START Data provided
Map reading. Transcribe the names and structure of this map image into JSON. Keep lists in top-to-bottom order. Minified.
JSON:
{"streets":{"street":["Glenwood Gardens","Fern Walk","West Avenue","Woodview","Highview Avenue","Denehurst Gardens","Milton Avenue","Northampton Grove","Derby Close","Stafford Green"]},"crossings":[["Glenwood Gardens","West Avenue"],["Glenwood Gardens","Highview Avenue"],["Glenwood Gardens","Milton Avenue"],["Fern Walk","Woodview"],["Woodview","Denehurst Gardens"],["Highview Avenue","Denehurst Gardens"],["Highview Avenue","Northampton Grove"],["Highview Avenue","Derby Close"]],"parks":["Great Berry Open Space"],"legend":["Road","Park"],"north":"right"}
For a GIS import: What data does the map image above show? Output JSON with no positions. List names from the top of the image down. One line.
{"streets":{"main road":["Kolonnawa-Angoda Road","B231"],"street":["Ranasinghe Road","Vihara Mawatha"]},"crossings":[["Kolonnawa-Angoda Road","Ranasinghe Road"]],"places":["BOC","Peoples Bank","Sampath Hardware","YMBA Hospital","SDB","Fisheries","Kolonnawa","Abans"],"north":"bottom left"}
END Data provided
Problem requirements:
Copy the entries word for word. Leave nothing out.

Your response:
Map reading. Transcribe the names and structure of this map image into JSON. Keep lists in top-to-bottom order. Minified.
JSON:
{"streets":{"street":["Glenwood Gardens","Fern Walk","West Avenue","Woodview","Highview Avenue","Denehurst Gardens","Milton Avenue","Northampton Grove","Derby Close","Stafford Green"]},"crossings":[["Glenwood Gardens","West Avenue"],["Glenwood Gardens","Highview Avenue"],["Glenwood Gardens","Milton Avenue"],["Fern Walk","Woodview"],["Woodview","Denehurst Gardens"],["Highview Avenue","Denehurst Gardens"],["Highview Avenue","Northampton Grove"],["Highview Avenue","Derby Close"]],"parks":["Great Berry Open Space"],"legend":["Road","Park"],"north":"right"}
For a GIS import: What data does the map image above show? Output JSON with no positions. List names from the top of the image down. One line.
{"streets":{"main road":["Kolonnawa-Angoda Road","B231"],"street":["Ranasinghe Road","Vihara Mawatha"]},"crossings":[["Kolonnawa-Angoda Road","Ranasinghe Road"]],"places":["BOC","Peoples Bank","Sampath Hardware","YMBA Hospital","SDB","Fisheries","Kolonnawa","Abans"],"north":"bottom left"}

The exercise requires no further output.